Mary Davies lives in the heart of the English countryside but she does not have to worry about cutting the grass - she leaves that to her wallabies. Mary has been breeding the marsupials at her home in West Sussex for more than a decade.
"I've got one from a small holder, he's going to open his farm to the public and he wants them as an attraction. I have another private couple who live fairly locally who just want them to mow their lawn," said Mary.
With the rarer white females costing around £1,000 each they are more expensive than your average lawnmower - and you can only buy them in pairs. You also need at least half an acre of land, lots of grass and a large fence.
But they are making financial sense for more and more people. When Mary is not looking after her own marsupials, she is helping her brother Tom Loder run the family estate, now open to the public, where there is a further 50 wallabies.

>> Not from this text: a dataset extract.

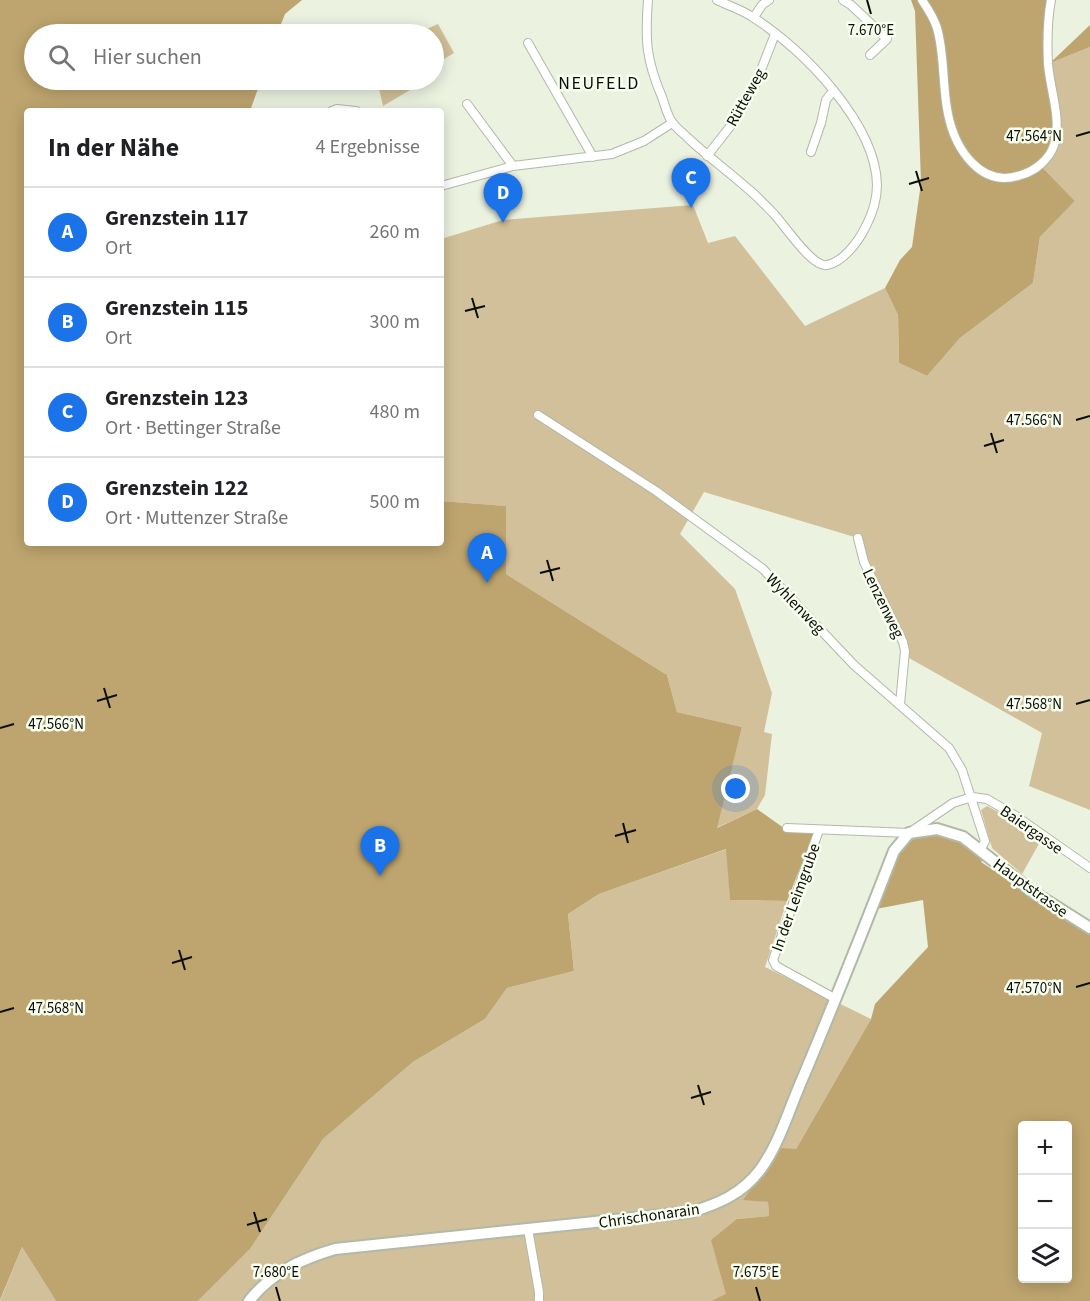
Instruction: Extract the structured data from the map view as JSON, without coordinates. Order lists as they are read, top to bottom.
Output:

"My great-great grandfather Sir Edmund Loder really built the gardens at Leonardslee and he brought over vast collections of different kinds of animals, kangaroos, beavers, capybaras, ostriches and wallabies. Most of those have subsequently over the years disappeared or have gone one way or another. But the wallabies have stayed and primarily it's because they're more economically feasible than any of the other animals," said Loder
The wallabies are all that survive today from the original menagerie, allowed to stay because of their unique grass-cutting abilities.